SLICE-TUNE: A System for High Performance DNN Autotuning
Source
23rd ACM/IFIP International Middleware Conference (Middleware -22)
Date Issued
2022-01-01
Author(s)
Abstract
Autotuning DNN models prior to their deployment is an essential but time-consuming task. Using expensive (and power-hungry) GPU and TPU accelerators efficiently is also key. Since DNNs do not always use a GPU fully, spatial multiplexing of multiple models can provide just the right amount of GPU resources for each DNN. We find that a DNN model tuned with the maximum GPU resources has higher inference latency if less GPU resources are available at inference time. We present methods to tune a DNN model, so that we provide the right amount of accelerator resources during tuning.
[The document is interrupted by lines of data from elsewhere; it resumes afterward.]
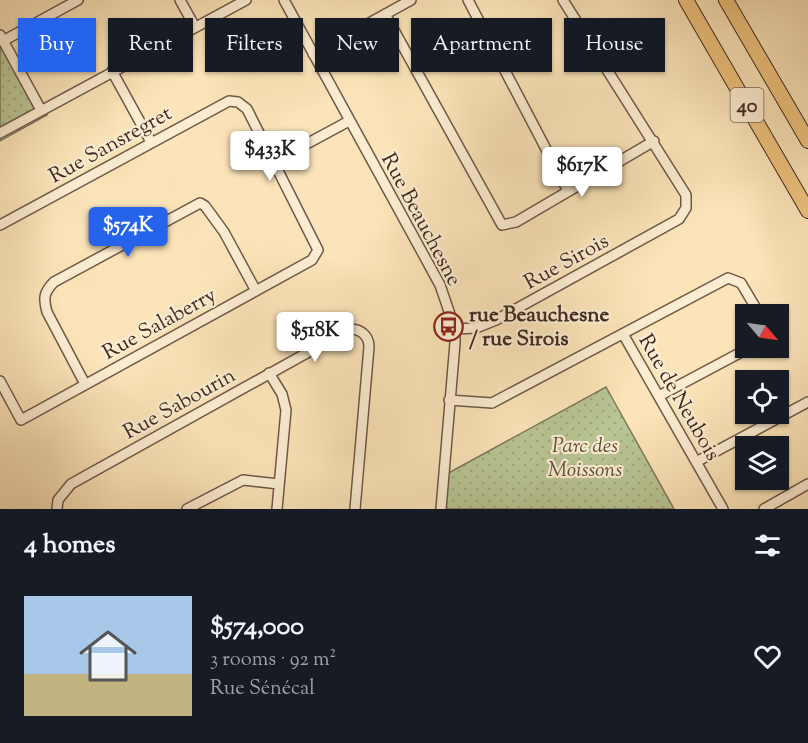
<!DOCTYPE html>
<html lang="en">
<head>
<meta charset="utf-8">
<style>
	:root { --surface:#171b24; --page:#20242c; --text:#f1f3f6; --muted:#9ea1a6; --accent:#2563eb }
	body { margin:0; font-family:"Sorts Mill Goudy",serif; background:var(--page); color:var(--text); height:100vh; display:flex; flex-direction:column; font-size:22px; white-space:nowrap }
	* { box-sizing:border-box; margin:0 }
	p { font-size:20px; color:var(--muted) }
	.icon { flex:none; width:33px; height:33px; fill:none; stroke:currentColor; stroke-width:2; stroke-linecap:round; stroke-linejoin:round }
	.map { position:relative; height:509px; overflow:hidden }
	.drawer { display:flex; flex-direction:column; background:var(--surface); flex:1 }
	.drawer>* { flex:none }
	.top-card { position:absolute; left:18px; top:18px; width:772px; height:54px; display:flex; gap:12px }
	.needle { width:39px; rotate:119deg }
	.buttons { position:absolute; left:735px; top:304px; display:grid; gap:12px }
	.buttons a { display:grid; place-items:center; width:54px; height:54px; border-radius:0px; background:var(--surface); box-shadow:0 2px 4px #0004; font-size:30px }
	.price { position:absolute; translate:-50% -51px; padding:0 14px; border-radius:6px; background:#fff; color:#222; font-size:20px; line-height:39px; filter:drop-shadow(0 2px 3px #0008) }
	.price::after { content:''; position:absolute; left:50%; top:36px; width:18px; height:14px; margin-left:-9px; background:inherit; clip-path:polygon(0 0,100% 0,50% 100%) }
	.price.selected { background:var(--accent); color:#fff }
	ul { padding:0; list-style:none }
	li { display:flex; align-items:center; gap:18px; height:150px; padding:0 24px }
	li span { display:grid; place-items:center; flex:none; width:168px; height:120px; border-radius:0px; color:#555 }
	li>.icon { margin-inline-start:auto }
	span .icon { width:72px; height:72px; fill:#fffc; stroke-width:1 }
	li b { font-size:26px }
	h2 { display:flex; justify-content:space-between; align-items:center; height:72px; padding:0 24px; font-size:26px }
	.tag { padding:0 21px; border-radius:0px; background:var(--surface); box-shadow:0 2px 4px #0004; font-size:21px; line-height:54px }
	.tag.selected { background:var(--accent); color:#fff }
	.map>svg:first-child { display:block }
</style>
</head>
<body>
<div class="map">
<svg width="808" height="509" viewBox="0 0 808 509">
	<defs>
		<pattern id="grass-dots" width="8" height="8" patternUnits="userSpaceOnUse" patternTransform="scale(1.5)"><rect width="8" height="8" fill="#b9c594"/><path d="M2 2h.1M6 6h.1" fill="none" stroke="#a0a97f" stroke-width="1.8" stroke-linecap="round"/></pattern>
	</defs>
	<rect width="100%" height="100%" fill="#fbe4b9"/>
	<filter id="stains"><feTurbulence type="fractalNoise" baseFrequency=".00333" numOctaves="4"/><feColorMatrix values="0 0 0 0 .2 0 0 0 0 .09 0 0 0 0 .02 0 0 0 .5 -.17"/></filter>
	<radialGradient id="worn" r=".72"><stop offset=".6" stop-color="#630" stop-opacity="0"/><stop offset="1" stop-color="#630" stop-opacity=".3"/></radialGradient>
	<!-- grass -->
	<path fill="url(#grass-dots)" stroke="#7c785b" stroke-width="1.5" d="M0,32L47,115L0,141Z
		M606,387L674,509H441L443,476Z"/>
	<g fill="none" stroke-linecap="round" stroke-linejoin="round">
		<defs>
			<path id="minor" d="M180,0L195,27
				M284,0L440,285L455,329V343L441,509
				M468,0L568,191
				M385,14L502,225L516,222L654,141
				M0,35L41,110
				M3,41L78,0
				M313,54L411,0
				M112,71L151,142
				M0,133L246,0
				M275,161L349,121
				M0,225L229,101L238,102L247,109L318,250L312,260L21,420L0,381
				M455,329L476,328L496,320L679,219L686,208V195L563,0
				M623,334L723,509
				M269,373L282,394L286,410L277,509
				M85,384L47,312C43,298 44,292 54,282L200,203L205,206L224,232L256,291
				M659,396L749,348
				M449,400L492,403L728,278L741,283L760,315
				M696,462L808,402
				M57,509L58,500L71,484L350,329C361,329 369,336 369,347L355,509
				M187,509L243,480L279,484
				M764,509L808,484"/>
			<path id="highway" d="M686,0L808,211
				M726,0L808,141"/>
		</defs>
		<!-- minor casing -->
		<use href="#minor" stroke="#6f5848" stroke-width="12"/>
		<!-- highway casing -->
		<use href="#highway" stroke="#402a22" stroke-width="16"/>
		<!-- minor -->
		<use href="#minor" stroke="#fcedd2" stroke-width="9"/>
		<!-- highway -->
		<use href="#highway" stroke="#eec27c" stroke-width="14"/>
	</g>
	<!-- icons -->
	<defs>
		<symbol id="bus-ring" viewBox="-11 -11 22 22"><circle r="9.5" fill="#fcedd2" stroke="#8f2418" stroke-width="1.5"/><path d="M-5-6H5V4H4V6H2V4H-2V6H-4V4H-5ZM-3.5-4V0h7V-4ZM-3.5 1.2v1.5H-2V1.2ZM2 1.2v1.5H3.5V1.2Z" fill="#8f2418"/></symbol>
	</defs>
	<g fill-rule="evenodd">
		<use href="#bus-ring" x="432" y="310" width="33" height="33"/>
	</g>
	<g text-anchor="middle" stroke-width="4.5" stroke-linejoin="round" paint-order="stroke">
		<!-- shield labels -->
		<rect fill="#fcedd2" stroke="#786457" stroke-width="1.5" x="730.5" y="88" width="33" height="34" rx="4.5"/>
		<g font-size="20" font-weight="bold" fill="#402a22">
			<text x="747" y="112">40</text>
		</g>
		<!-- street labels -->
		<g font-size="21" fill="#402a22" stroke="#fcedd2">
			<text transform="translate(110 144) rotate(-29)" y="7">Rue Sansregret</text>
			<text transform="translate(422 219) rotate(62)" y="7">Rue Beauchesne</text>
			<text transform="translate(566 261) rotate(-29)" y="7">Rue Sirois</text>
			<text transform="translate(159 323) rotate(-29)" y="7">Rue Salaberry</text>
			<text transform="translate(680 397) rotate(60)" y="7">Rue de Neubois</text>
			<text transform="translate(179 403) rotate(-29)" y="7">Rue Sabourin</text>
		</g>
		<!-- poi labels -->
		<g font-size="21" font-weight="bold" fill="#402a22" stroke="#fcedd2" text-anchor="start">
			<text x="469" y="321">rue Beauchesne<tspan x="469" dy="24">/ rue Sirois</tspan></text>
		</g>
		<!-- park labels -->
		<g font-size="21" font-style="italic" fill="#5e513e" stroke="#fcedd2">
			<text x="585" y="452">Parc des<tspan x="585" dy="24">Moissons</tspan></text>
		</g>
	</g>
	<rect width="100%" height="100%" filter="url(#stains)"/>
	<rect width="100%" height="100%" fill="url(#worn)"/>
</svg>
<div class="buttons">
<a><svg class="needle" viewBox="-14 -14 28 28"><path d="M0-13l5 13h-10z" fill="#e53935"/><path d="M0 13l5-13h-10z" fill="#9ea1a6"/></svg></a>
<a><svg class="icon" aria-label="locate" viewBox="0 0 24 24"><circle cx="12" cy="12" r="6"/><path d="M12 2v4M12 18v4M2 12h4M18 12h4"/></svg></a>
<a><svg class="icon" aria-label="layers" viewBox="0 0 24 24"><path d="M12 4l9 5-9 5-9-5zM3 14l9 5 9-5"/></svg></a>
</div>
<b class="price" style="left:270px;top:182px">$433K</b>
<b class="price" style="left:582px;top:198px">$617K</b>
<b class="price selected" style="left:128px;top:258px">$574K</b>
<b class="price" style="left:315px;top:363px">$518K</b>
<div class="top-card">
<a class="tag selected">Buy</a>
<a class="tag">Rent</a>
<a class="tag">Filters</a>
<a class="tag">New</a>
<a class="tag">Apartment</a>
<a class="tag">House</a>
</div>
</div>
<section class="drawer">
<h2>4 homes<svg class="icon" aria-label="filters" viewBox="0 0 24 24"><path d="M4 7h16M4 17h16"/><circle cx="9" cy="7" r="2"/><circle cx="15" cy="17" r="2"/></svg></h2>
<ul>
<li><span style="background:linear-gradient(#a9c7e8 65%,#c2b280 0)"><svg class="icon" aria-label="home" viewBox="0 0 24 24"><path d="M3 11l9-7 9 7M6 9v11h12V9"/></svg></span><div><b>$574,000</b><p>3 rooms · 92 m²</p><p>Rue Sénécal</p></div><svg class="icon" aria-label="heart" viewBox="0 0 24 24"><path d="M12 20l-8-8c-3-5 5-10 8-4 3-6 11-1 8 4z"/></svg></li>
</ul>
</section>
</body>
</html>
Thus, even when a wide range of GPU resources are available at inference time, the tuned model achieves low inference latency. Further, existing autotuning frameworks take a long time to tune a model due to inefficient utilization of the client and server-side CPU and GPU. Our system, SLICE-TUNE., improves several autotuning frameworks to effciently use system resources by re-thinking the partitioning of tasks between the client and server (where models are profiled on the server GPU), in a Kubernetes environment. We increase parallelism during tuning by sharding the tuning model across multiple tuning application instances, providing concurrent tuning of different operators of a model. We also scale server instances to achieve better GPU multiplexing. SLICE-TUNE. reduces DNN autotuning time in a single GPU and in GPU clusters. SLICE-TUNE. decreases DNN autotuning time by up to 75%, and increase autotuning throughput by a factor of 5, across 3 different autotuning frameworks (TVM, Ansor, and Chameleon).
Subjects
Computer Science